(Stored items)

_ _ _

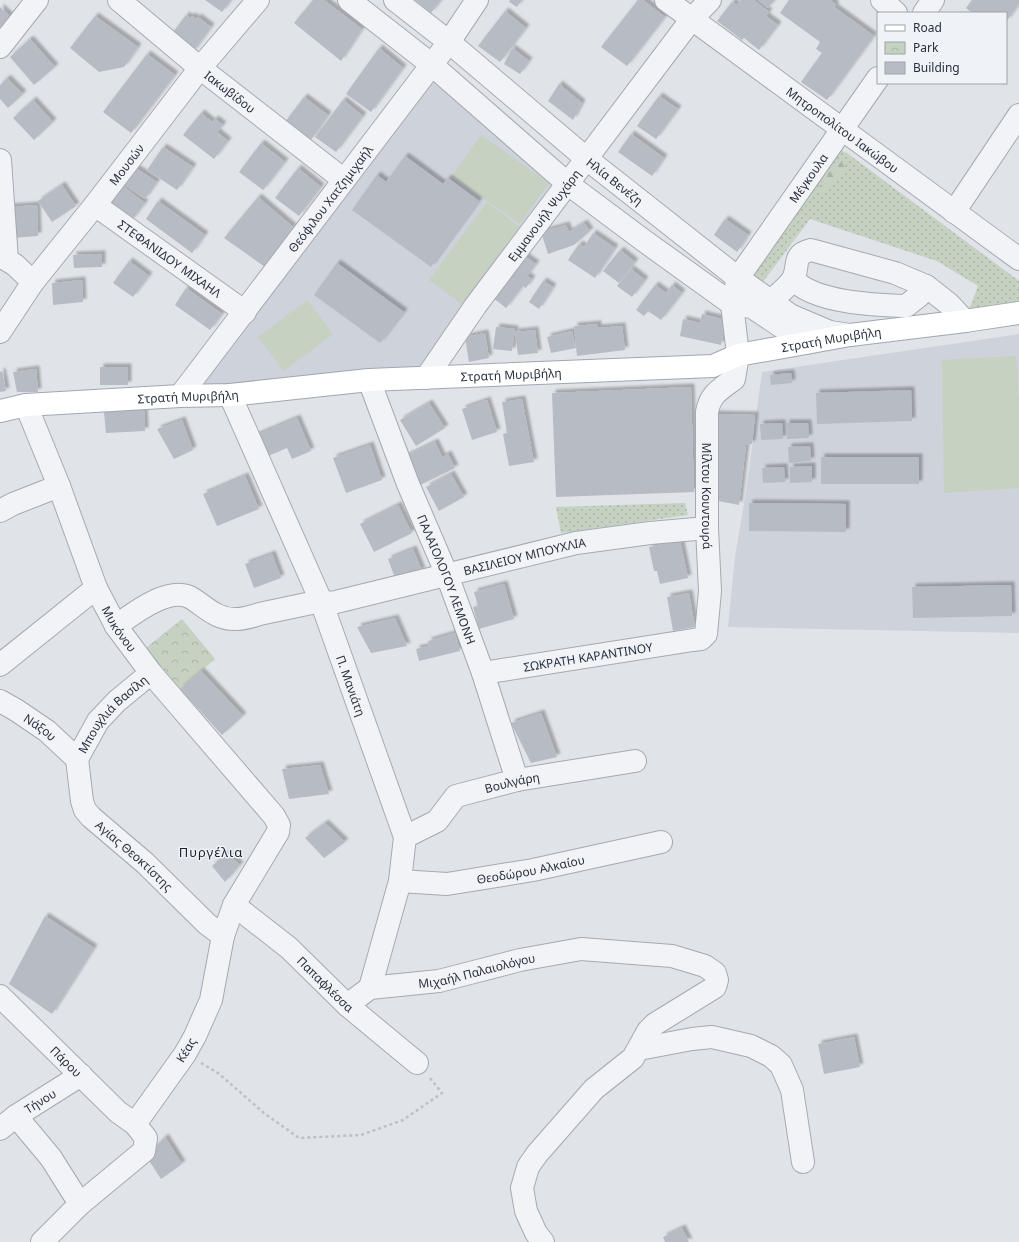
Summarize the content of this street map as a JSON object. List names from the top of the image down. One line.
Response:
{"streets":{"main road":["Στρατή Μυριβήλη"],"street":["Ιακωβίδου","Μητροπολίτου Ιακώβου","Μουσών","Μέγκουλα","Ηλία Βενέζη","Θεόφιλου Χατζημιχαήλ","Εμμανουήλ Ψυχάρη","ΣΤΕΦΑΝΙΔΟΥ ΜΙΧΑΗΛ","Μίλτου Κουντουρά","ΒΑΣΙΛΕΙΟΥ ΜΠΟΥΧΛΙΑ","ΠΑΛΑΙΟΛΟΓΟΥ ΛΕΜΟΝΗ","Μυκόνου","ΣΩΚΡΑΤΗ ΚΑΡΑΝΤΙΝΟΥ","Π. Μανιάτη","Μπουχλιά Βασίλη","Νάξου","Βουλγάρη","Αγίας Θεοκτίστης","Θεοδώρου Αλκαίου","Μιχαήλ Παλαιολόγου","Παπαφλέσσα","Κέας","Πάρου","Τήνου"]},"crossings":[["Ιακωβίδου","Μουσών"],["Ιακωβίδου","Θεόφιλου Χατζημιχαήλ"],["Μητροπολίτου Ιακώβου","Μέγκουλα"],["Μητροπολίτου Ιακώβου","Εμμανουήλ Ψυχάρη"],["Μουσών","ΣΤΕΦΑΝΙΔΟΥ ΜΙΧΑΗΛ"],["Μέγκουλα","Ηλία Βενέζη"],["Ηλία Βενέζη","Θεόφιλου Χατζημιχαήλ"],["Ηλία Βενέζη","Εμμανουήλ Ψυχάρη"],["Ηλία Βενέζη","Στρατή Μυριβήλη"],["Θεόφιλου Χατζημιχαήλ","ΣΤΕΦΑΝΙΔΟΥ ΜΙΧΑΗΛ"],["Θεόφιλου Χατζημιχαήλ","Στρατή Μυριβήλη"],["Εμμανουήλ Ψυχάρη","Στρατή Μυριβήλη"],["Στρατή Μυριβήλη","Μίλτου Κουντουρά"],["Στρατή Μυριβήλη","ΠΑΛΑΙΟΛΟΓΟΥ ΛΕΜΟΝΗ"],["Στρατή Μυριβήλη","Μυκόνου"],["Στρατή Μυριβήλη","Π. Μανιάτη"],["Μίλτου Κουντουρά","ΒΑΣΙΛΕΙΟΥ ΜΠΟΥΧΛΙΑ"],["Μίλτου Κουντουρά","ΣΩΚΡΑΤΗ ΚΑΡΑΝΤΙΝΟΥ"],["ΒΑΣΙΛΕΙΟΥ ΜΠΟΥΧΛΙΑ","ΠΑΛΑΙΟΛΟΓΟΥ ΛΕΜΟΝΗ"],["ΒΑΣΙΛΕΙΟΥ ΜΠΟΥΧΛΙΑ","Μυκόνου"],["ΒΑΣΙΛΕΙΟΥ ΜΠΟΥΧΛΙΑ","Π. Μανιάτη"],["ΠΑΛΑΙΟΛΟΓΟΥ ΛΕΜΟΝΗ","ΣΩΚΡΑΤΗ ΚΑΡΑΝΤΙΝΟΥ"],["ΠΑΛΑΙΟΛΟΓΟΥ ΛΕΜΟΝΗ","Βουλγάρη"],["Μυκόνου","Μπουχλιά Βασίλη"],["Μυκόνου","Κέας"],["Π. Μανιάτη","Βουλγάρη"],["Π. Μανιάτη","Θεοδώρου Αλκαίου"],["Π. Μανιάτη","Μιχαήλ Παλαιολόγου"],["Μπουχλιά Βασίλη","Νάξου"],["Μπουχλιά Βασίλη","Αγίας Θεοκτίστης"],["Νάξου","Αγίας Θεοκτίστης"],["Αγίας Θεοκτίστης","Κέας"],["Παπαφλέσσα","Κέας"],["Κέας","Πάρου"],["Πάρου","Τήνου"]],"districts":["Πυργέλια"],"legend":["Road","Park","Building"]}
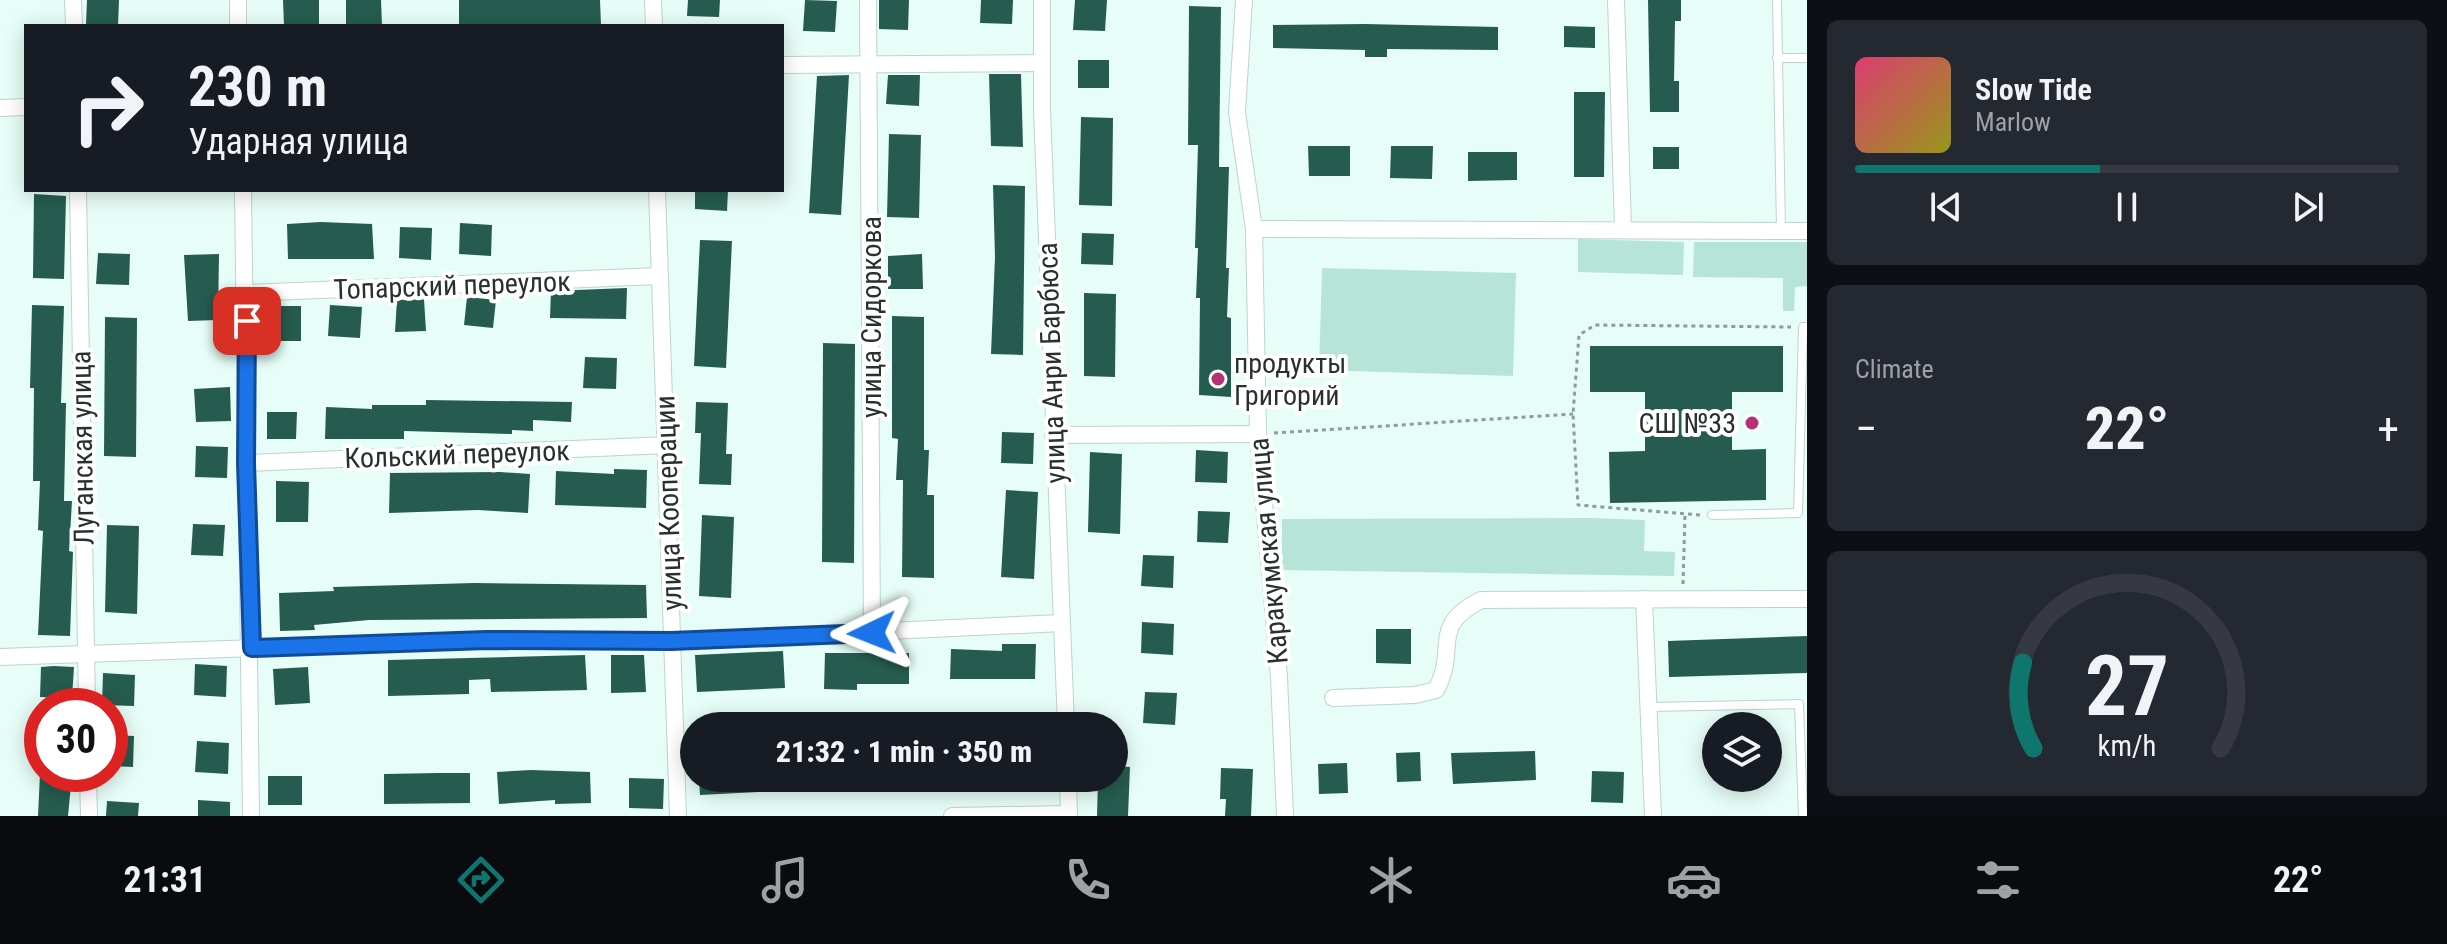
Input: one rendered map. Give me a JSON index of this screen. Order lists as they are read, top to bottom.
{
  "streets": {
    "street": [
      "Топарский переулок",
      "улица Сидоркова",
      "улица Анри Барбюса",
      "Луганская улица",
      "Кольский переулок",
      "улица Кооперации",
      "Каракумская улица"
    ]
  },
  "crossings": [
    ["Топарский переулок", "улица Кооперации"],
    ["Кольский переулок", "улица Кооперации"]
  ],
  "places": ["продукты Григорий", "СШ №33"],
  "page": {
    "turn": ["230 m", "Ударная улица"],
    "song": ["Slow Tide", "Marlow"],
    "tile": "Climate",
    "heat": ["−", "22°", "+"],
    "limit": "30",
    "trip": "21:32 · 1 min · 350 m",
    "tabs": ["21:31", "22°"],
    "gauge": ["27", "km/h"]
  }
}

_ _ _

» **REQUIRED WORK**: Give each record above back word for word, but carry over none of the pictures.

» **RESPONSE AREA**:
Summarize the content of this street map as a JSON object. List names from the top of the image down. One line.
Response:
{"streets":{"main road":["Στρατή Μυριβήλη"],"street":["Ιακωβίδου","Μητροπολίτου Ιακώβου","Μουσών","Μέγκουλα","Ηλία Βενέζη","Θεόφιλου Χατζημιχαήλ","Εμμανουήλ Ψυχάρη","ΣΤΕΦΑΝΙΔΟΥ ΜΙΧΑΗΛ","Μίλτου Κουντουρά","ΒΑΣΙΛΕΙΟΥ ΜΠΟΥΧΛΙΑ","ΠΑΛΑΙΟΛΟΓΟΥ ΛΕΜΟΝΗ","Μυκόνου","ΣΩΚΡΑΤΗ ΚΑΡΑΝΤΙΝΟΥ","Π. Μανιάτη","Μπουχλιά Βασίλη","Νάξου","Βουλγάρη","Αγίας Θεοκτίστης","Θεοδώρου Αλκαίου","Μιχαήλ Παλαιολόγου","Παπαφλέσσα","Κέας","Πάρου","Τήνου"]},"crossings":[["Ιακωβίδου","Μουσών"],["Ιακωβίδου","Θεόφιλου Χατζημιχαήλ"],["Μητροπολίτου Ιακώβου","Μέγκουλα"],["Μητροπολίτου Ιακώβου","Εμμανουήλ Ψυχάρη"],["Μουσών","ΣΤΕΦΑΝΙΔΟΥ ΜΙΧΑΗΛ"],["Μέγκουλα","Ηλία Βενέζη"],["Ηλία Βενέζη","Θεόφιλου Χατζημιχαήλ"],["Ηλία Βενέζη","Εμμανουήλ Ψυχάρη"],["Ηλία Βενέζη","Στρατή Μυριβήλη"],["Θεόφιλου Χατζημιχαήλ","ΣΤΕΦΑΝΙΔΟΥ ΜΙΧΑΗΛ"],["Θεόφιλου Χατζημιχαήλ","Στρατή Μυριβήλη"],["Εμμανουήλ Ψυχάρη","Στρατή Μυριβήλη"],["Στρατή Μυριβήλη","Μίλτου Κουντουρά"],["Στρατή Μυριβήλη","ΠΑΛΑΙΟΛΟΓΟΥ ΛΕΜΟΝΗ"],["Στρατή Μυριβήλη","Μυκόνου"],["Στρατή Μυριβήλη","Π. Μανιάτη"],["Μίλτου Κουντουρά","ΒΑΣΙΛΕΙΟΥ ΜΠΟΥΧΛΙΑ"],["Μίλτου Κουντουρά","ΣΩΚΡΑΤΗ ΚΑΡΑΝΤΙΝΟΥ"],["ΒΑΣΙΛΕΙΟΥ ΜΠΟΥΧΛΙΑ","ΠΑΛΑΙΟΛΟΓΟΥ ΛΕΜΟΝΗ"],["ΒΑΣΙΛΕΙΟΥ ΜΠΟΥΧΛΙΑ","Μυκόνου"],["ΒΑΣΙΛΕΙΟΥ ΜΠΟΥΧΛΙΑ","Π. Μανιάτη"],["ΠΑΛΑΙΟΛΟΓΟΥ ΛΕΜΟΝΗ","ΣΩΚΡΑΤΗ ΚΑΡΑΝΤΙΝΟΥ"],["ΠΑΛΑΙΟΛΟΓΟΥ ΛΕΜΟΝΗ","Βουλγάρη"],["Μυκόνου","Μπουχλιά Βασίλη"],["Μυκόνου","Κέας"],["Π. Μανιάτη","Βουλγάρη"],["Π. Μανιάτη","Θεοδώρου Αλκαίου"],["Π. Μανιάτη","Μιχαήλ Παλαιολόγου"],["Μπουχλιά Βασίλη","Νάξου"],["Μπουχλιά Βασίλη","Αγίας Θεοκτίστης"],["Νάξου","Αγίας Θεοκτίστης"],["Αγίας Θεοκτίστης","Κέας"],["Παπαφλέσσα","Κέας"],["Κέας","Πάρου"],["Πάρου","Τήνου"]],"districts":["Πυργέλια"],"legend":["Road","Park","Building"]}
Input: one rendered map. Give me a JSON index of this screen. Order lists as they are read, top to bottom.
{
  "streets": {
    "street": [
      "Топарский переулок",
      "улица Сидоркова",
      "улица Анри Барбюса",
      "Луганская улица",
      "Кольский переулок",
      "улица Кооперации",
      "Каракумская улица"
    ]
  },
  "crossings": [
    ["Топарский переулок", "улица Кооперации"],
    ["Кольский переулок", "улица Кооперации"]
  ],
  "places": ["продукты Григорий", "СШ №33"],
  "page": {
    "turn": ["230 m", "Ударная улица"],
    "song": ["Slow Tide", "Marlow"],
    "tile": "Climate",
    "heat": ["−", "22°", "+"],
    "limit": "30",
    "trip": "21:32 · 1 min · 350 m",
    "tabs": ["21:31", "22°"],
    "gauge": ["27", "km/h"]
  }
}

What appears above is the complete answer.